● **WORK REQUEST**
Could you output the listing that follows exactly, without its images?
-- Opening Marker --
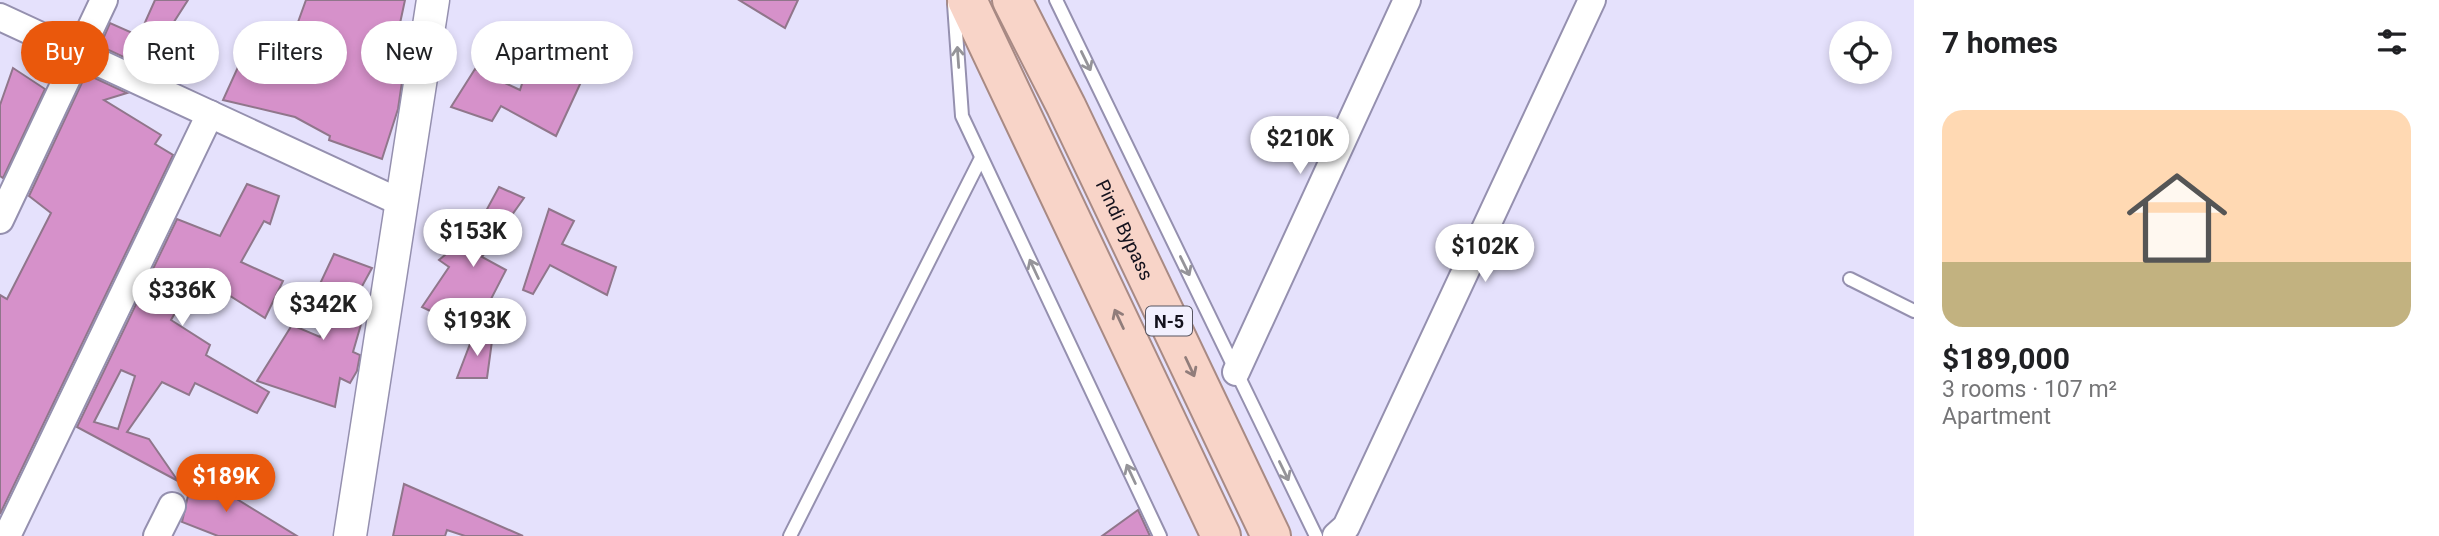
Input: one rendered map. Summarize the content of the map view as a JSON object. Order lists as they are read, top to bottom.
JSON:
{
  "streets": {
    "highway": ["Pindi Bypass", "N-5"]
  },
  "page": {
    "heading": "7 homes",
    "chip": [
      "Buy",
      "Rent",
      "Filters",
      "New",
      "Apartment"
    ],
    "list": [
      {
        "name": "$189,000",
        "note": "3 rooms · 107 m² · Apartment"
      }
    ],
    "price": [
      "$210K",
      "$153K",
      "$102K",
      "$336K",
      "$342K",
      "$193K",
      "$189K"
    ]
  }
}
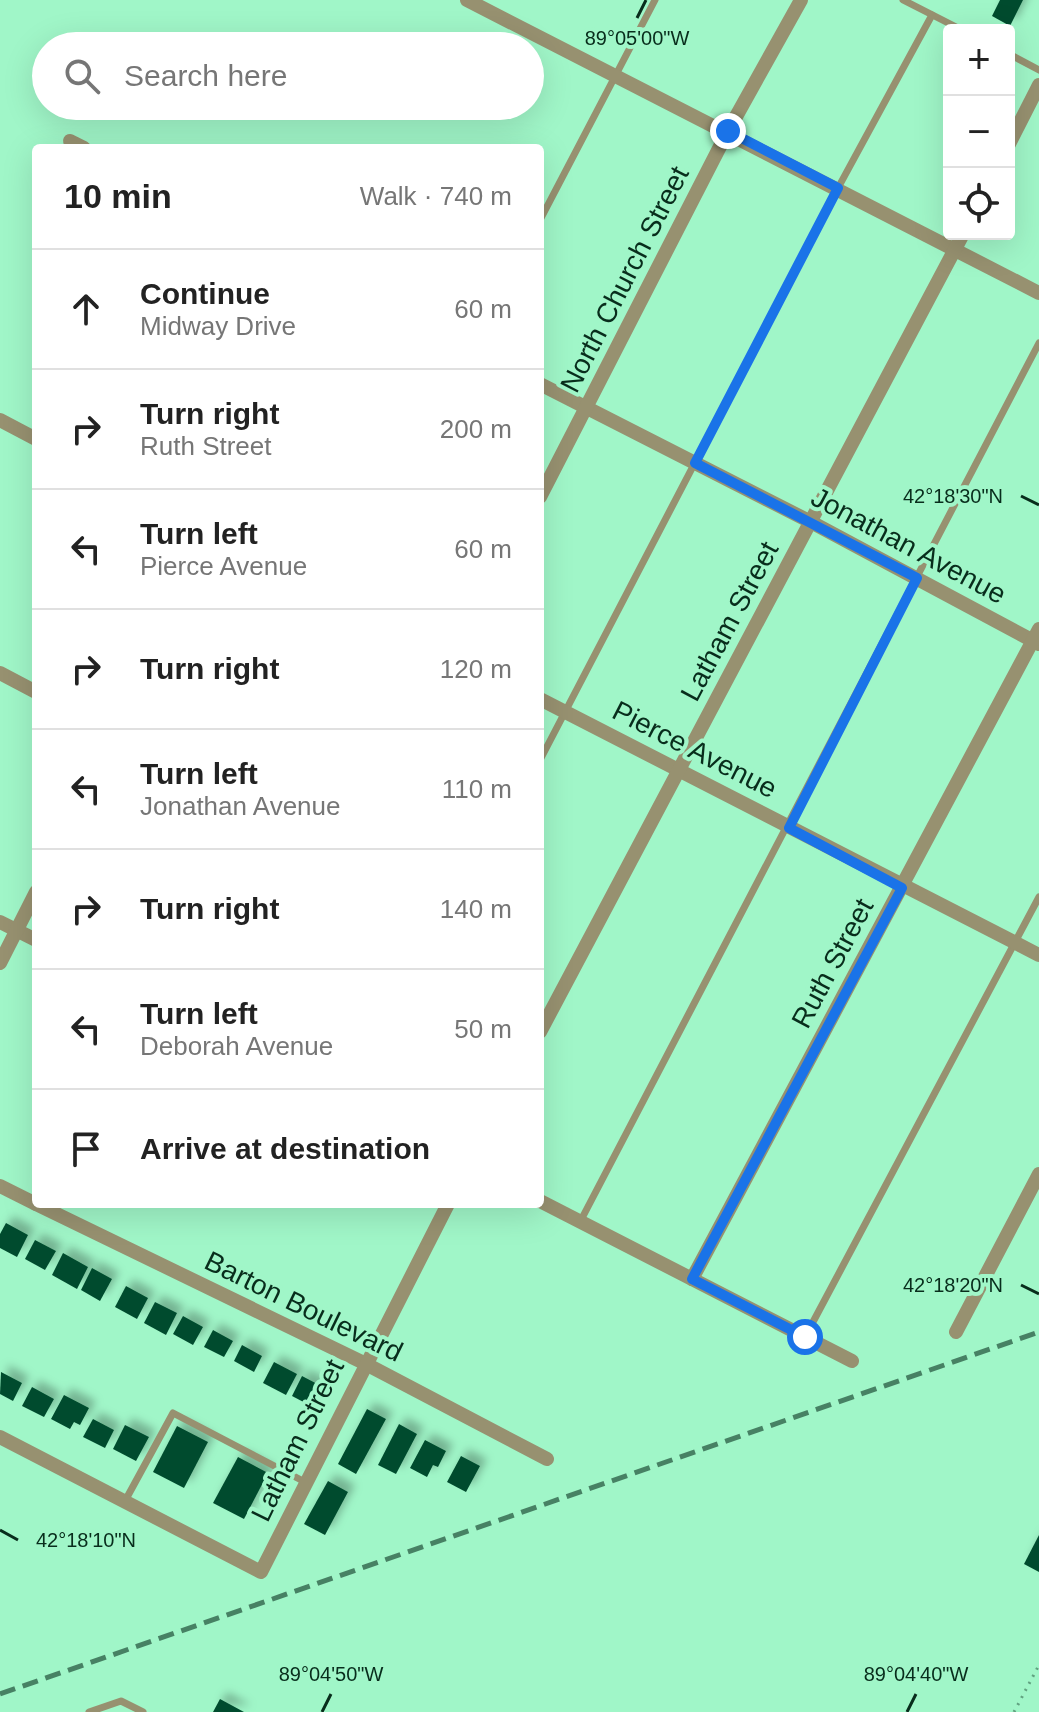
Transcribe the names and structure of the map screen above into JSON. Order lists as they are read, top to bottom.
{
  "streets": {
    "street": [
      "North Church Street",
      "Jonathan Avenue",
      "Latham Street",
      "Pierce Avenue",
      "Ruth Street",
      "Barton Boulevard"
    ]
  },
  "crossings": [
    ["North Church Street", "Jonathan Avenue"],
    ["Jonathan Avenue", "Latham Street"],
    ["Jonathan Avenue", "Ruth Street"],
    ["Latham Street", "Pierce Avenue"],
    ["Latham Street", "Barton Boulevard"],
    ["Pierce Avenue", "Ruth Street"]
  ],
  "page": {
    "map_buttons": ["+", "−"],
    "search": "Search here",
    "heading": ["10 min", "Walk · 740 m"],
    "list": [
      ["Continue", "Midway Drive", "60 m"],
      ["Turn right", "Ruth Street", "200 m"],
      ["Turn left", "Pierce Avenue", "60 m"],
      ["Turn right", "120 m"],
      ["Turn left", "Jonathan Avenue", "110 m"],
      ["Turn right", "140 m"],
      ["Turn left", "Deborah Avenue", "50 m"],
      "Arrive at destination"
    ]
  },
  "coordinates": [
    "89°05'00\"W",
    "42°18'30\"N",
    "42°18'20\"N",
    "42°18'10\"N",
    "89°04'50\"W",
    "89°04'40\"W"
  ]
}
-- Closing Marker --
● **THE COMPLETED TASK**
Input: one rendered map. Summarize the content of the map view as a JSON object. Order lists as they are read, top to bottom.
JSON:
{
  "streets": {
    "highway": ["Pindi Bypass", "N-5"]
  },
  "page": {
    "heading": "7 homes",
    "chip": [
      "Buy",
      "Rent",
      "Filters",
      "New",
      "Apartment"
    ],
    "list": [
      {
        "name": "$189,000",
        "note": "3 rooms · 107 m² · Apartment"
      }
    ],
    "price": [
      "$210K",
      "$153K",
      "$102K",
      "$336K",
      "$342K",
      "$193K",
      "$189K"
    ]
  }
}
Transcribe the names and structure of the map screen above into JSON. Order lists as they are read, top to bottom.
{
  "streets": {
    "street": [
      "North Church Street",
      "Jonathan Avenue",
      "Latham Street",
      "Pierce Avenue",
      "Ruth Street",
      "Barton Boulevard"
    ]
  },
  "crossings": [
    ["North Church Street", "Jonathan Avenue"],
    ["Jonathan Avenue", "Latham Street"],
    ["Jonathan Avenue", "Ruth Street"],
    ["Latham Street", "Pierce Avenue"],
    ["Latham Street", "Barton Boulevard"],
    ["Pierce Avenue", "Ruth Street"]
  ],
  "page": {
    "map_buttons": ["+", "−"],
    "search": "Search here",
    "heading": ["10 min", "Walk · 740 m"],
    "list": [
      ["Continue", "Midway Drive", "60 m"],
      ["Turn right", "Ruth Street", "200 m"],
      ["Turn left", "Pierce Avenue", "60 m"],
      ["Turn right", "120 m"],
      ["Turn left", "Jonathan Avenue", "110 m"],
      ["Turn right", "140 m"],
      ["Turn left", "Deborah Avenue", "50 m"],
      "Arrive at destination"
    ]
  },
  "coordinates": [
    "89°05'00\"W",
    "42°18'30\"N",
    "42°18'20\"N",
    "42°18'10\"N",
    "89°04'50\"W",
    "89°04'40\"W"
  ]
}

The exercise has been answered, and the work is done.